[[ Data records, beginning ]]

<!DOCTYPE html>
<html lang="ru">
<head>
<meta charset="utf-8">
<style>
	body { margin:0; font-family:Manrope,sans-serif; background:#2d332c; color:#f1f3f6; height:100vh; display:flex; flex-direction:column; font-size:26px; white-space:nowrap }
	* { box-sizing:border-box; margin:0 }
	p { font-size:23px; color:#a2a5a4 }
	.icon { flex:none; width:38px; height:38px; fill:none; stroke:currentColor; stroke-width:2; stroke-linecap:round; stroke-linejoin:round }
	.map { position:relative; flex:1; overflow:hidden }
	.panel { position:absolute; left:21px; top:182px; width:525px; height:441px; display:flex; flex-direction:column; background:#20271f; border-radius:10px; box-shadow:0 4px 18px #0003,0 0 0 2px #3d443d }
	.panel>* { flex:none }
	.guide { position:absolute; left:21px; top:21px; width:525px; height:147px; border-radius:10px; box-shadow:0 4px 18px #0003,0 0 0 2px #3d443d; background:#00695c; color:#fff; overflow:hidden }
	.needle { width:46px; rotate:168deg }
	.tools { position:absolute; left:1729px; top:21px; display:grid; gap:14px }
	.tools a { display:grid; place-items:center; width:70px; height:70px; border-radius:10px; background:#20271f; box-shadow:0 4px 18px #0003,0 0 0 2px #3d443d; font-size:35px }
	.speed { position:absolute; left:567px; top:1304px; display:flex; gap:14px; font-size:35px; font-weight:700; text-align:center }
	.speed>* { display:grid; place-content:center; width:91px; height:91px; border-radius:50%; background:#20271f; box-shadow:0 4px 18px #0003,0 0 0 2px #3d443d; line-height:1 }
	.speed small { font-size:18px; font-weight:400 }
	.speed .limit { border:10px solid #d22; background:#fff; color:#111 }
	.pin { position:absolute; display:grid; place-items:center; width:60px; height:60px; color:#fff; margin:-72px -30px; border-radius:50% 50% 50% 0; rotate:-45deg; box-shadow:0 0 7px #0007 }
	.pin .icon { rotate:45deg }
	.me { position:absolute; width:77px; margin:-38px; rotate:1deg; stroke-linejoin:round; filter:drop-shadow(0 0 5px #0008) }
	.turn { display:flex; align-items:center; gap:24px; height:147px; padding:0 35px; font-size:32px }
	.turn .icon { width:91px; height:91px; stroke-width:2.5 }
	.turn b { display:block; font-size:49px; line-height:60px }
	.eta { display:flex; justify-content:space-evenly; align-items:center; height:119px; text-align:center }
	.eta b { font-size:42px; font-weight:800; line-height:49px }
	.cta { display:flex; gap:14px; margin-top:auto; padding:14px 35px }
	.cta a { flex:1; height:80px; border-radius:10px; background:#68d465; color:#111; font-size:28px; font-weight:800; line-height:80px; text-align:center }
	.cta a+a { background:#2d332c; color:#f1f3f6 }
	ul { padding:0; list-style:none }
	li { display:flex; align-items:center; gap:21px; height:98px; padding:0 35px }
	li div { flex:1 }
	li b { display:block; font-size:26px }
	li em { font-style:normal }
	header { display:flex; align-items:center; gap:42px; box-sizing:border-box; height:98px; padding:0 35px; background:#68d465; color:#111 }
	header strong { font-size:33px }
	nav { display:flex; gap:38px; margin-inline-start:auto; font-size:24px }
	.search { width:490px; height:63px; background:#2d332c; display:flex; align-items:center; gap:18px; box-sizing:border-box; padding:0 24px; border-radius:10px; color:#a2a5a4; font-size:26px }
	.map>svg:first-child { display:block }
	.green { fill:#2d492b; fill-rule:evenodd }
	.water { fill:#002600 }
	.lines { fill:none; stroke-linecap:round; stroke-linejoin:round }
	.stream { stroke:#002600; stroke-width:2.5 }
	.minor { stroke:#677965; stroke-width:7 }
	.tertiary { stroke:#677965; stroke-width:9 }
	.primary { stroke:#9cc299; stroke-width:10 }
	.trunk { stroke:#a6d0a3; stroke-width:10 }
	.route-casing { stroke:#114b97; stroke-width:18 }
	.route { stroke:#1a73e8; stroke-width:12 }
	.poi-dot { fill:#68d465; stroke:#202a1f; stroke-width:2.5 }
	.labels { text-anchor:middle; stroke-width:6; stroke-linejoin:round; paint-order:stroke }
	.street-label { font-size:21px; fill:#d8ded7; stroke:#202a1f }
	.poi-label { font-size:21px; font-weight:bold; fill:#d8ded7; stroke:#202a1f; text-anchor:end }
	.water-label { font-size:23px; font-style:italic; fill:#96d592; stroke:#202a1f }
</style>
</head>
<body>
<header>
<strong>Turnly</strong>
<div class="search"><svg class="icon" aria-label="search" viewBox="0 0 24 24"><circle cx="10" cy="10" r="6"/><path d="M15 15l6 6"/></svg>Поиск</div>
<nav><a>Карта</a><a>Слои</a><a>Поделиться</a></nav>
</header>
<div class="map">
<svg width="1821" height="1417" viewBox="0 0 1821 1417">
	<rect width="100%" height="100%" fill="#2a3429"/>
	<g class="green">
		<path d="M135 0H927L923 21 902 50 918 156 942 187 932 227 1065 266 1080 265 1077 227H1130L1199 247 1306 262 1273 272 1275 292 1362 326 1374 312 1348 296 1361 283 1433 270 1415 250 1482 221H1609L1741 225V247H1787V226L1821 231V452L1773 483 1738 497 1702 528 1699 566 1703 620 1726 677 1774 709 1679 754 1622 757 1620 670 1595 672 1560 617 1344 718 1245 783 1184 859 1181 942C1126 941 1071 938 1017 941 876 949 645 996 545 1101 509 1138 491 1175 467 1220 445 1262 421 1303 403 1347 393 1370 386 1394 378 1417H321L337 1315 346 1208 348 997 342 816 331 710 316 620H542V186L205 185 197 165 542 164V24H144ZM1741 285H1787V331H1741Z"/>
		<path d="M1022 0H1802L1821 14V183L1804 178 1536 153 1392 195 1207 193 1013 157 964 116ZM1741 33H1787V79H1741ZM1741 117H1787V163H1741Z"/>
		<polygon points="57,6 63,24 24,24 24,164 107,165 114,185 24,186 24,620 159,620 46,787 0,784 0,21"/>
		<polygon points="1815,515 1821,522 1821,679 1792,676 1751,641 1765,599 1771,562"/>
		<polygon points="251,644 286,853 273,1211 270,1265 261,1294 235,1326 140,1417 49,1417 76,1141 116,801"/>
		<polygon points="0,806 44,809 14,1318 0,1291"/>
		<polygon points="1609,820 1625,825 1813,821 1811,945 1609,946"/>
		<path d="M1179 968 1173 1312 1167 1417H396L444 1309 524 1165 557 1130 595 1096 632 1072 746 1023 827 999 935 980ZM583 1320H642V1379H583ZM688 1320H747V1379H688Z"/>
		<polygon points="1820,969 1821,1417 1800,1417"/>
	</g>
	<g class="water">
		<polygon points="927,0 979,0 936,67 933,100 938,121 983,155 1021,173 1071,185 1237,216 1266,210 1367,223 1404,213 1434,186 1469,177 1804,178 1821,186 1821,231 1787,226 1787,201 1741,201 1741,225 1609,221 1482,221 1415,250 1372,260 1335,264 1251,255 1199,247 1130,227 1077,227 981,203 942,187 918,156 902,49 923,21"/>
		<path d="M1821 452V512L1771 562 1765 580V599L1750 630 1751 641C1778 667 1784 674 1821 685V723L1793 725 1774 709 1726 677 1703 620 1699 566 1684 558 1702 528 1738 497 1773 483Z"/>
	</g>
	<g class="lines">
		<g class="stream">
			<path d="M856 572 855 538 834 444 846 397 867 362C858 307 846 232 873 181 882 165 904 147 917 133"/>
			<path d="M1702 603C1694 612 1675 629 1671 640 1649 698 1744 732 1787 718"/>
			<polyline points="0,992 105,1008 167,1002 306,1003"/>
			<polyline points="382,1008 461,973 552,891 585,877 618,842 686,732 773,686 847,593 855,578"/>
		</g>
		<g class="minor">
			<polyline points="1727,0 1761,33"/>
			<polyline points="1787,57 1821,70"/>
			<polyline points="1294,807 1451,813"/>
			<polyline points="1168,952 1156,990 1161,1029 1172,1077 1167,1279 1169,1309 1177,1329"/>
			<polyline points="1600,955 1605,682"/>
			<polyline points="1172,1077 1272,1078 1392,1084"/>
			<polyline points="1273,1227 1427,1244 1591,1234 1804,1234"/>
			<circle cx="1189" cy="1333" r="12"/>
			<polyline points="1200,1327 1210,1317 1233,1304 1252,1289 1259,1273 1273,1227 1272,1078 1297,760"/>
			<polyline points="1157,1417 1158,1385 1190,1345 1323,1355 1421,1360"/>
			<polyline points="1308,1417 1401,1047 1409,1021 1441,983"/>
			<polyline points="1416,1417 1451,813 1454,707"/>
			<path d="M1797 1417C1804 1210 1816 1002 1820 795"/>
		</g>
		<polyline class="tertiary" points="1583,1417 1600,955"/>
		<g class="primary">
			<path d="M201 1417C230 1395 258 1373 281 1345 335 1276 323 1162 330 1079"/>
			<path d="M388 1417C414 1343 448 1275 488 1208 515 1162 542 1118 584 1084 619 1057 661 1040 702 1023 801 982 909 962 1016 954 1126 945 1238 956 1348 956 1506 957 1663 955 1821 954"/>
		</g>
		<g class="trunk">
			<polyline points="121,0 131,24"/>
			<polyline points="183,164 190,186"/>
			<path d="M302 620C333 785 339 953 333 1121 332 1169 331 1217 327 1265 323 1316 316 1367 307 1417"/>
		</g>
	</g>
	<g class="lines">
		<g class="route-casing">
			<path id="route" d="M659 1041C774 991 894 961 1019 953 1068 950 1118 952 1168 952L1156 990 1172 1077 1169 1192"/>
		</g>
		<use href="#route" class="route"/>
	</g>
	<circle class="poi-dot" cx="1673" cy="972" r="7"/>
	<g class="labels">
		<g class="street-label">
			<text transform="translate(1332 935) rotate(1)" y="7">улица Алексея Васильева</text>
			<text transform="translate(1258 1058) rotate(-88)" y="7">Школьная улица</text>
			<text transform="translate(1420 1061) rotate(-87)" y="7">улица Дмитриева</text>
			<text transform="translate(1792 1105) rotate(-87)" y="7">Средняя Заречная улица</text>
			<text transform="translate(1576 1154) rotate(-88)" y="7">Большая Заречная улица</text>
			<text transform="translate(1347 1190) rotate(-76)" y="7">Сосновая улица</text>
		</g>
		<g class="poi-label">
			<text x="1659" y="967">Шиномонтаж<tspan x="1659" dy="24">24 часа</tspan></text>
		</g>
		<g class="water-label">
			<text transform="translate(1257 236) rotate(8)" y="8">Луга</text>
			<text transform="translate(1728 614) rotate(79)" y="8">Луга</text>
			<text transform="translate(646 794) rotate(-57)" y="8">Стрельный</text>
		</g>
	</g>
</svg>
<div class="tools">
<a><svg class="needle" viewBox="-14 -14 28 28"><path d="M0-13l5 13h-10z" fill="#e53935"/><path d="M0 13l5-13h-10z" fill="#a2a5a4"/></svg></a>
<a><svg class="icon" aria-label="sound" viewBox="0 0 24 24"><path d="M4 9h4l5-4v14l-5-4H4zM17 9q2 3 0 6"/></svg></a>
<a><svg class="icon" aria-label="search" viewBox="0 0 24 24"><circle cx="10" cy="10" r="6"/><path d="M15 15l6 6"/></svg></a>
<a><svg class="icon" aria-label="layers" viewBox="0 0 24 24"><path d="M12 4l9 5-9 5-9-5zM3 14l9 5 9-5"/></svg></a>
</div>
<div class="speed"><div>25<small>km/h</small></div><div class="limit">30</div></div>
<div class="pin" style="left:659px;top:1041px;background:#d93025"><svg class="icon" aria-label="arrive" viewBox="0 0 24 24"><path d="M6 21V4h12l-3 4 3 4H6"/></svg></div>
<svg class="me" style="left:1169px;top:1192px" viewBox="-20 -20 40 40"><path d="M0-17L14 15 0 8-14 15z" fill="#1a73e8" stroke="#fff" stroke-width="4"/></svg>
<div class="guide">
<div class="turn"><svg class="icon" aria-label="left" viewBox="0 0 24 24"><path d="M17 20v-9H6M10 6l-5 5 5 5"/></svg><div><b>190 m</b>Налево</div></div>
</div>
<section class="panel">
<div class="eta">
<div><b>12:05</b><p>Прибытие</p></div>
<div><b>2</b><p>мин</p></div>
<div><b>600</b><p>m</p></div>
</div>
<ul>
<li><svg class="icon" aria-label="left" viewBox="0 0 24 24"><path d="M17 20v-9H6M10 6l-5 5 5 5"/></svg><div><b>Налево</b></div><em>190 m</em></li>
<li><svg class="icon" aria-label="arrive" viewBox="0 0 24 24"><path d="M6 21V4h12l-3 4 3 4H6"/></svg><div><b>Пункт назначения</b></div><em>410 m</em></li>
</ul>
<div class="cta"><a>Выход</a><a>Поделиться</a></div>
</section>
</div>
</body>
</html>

[[ Data records, end ]]

• _Goal of the exercise_: Set down, word for word, each line from the top of the records above through the line with "display:flex; align-items:center; gap:24px;".

• _Task solution_:
<!DOCTYPE html>
<html lang="ru">
<head>
<meta charset="utf-8">
<style>
	body { margin:0; font-family:Manrope,sans-serif; background:#2d332c; color:#f1f3f6; height:100vh; display:flex; flex-direction:column; font-size:26px; white-space:nowrap }
	* { box-sizing:border-box; margin:0 }
	p { font-size:23px; color:#a2a5a4 }
	.icon { flex:none; width:38px; height:38px; fill:none; stroke:currentColor; stroke-width:2; stroke-linecap:round; stroke-linejoin:round }
	.map { position:relative; flex:1; overflow:hidden }
	.panel { position:absolute; left:21px; top:182px; width:525px; height:441px; display:flex; flex-direction:column; background:#20271f; border-radius:10px; box-shadow:0 4px 18px #0003,0 0 0 2px #3d443d }
	.panel>* { flex:none }
	.guide { position:absolute; left:21px; top:21px; width:525px; height:147px; border-radius:10px; box-shadow:0 4px 18px #0003,0 0 0 2px #3d443d; background:#00695c; color:#fff; overflow:hidden }
	.needle { width:46px; rotate:168deg }
	.tools { position:absolute; left:1729px; top:21px; display:grid; gap:14px }
	.tools a { display:grid; place-items:center; width:70px; height:70px; border-radius:10px; background:#20271f; box-shadow:0 4px 18px #0003,0 0 0 2px #3d443d; font-size:35px }
	.speed { position:absolute; left:567px; top:1304px; display:flex; gap:14px; font-size:35px; font-weight:700; text-align:center }
	.speed>* { display:grid; place-content:center; width:91px; height:91px; border-radius:50%; background:#20271f; box-shadow:0 4px 18px #0003,0 0 0 2px #3d443d; line-height:1 }
	.speed small { font-size:18px; font-weight:400 }
	.speed .limit { border:10px solid #d22; background:#fff; color:#111 }
	.pin { position:absolute; display:grid; place-items:center; width:60px; height:60px; color:#fff; margin:-72px -30px; border-radius:50% 50% 50% 0; rotate:-45deg; box-shadow:0 0 7px #0007 }
	.pin .icon { rotate:45deg }
	.me { position:absolute; width:77px; margin:-38px; rotate:1deg; stroke-linejoin:round; filter:drop-shadow(0 0 5px #0008) }
	.turn { display:flex; align-items:center; gap:24px; height:147px; padding:0 35px; font-size:32px }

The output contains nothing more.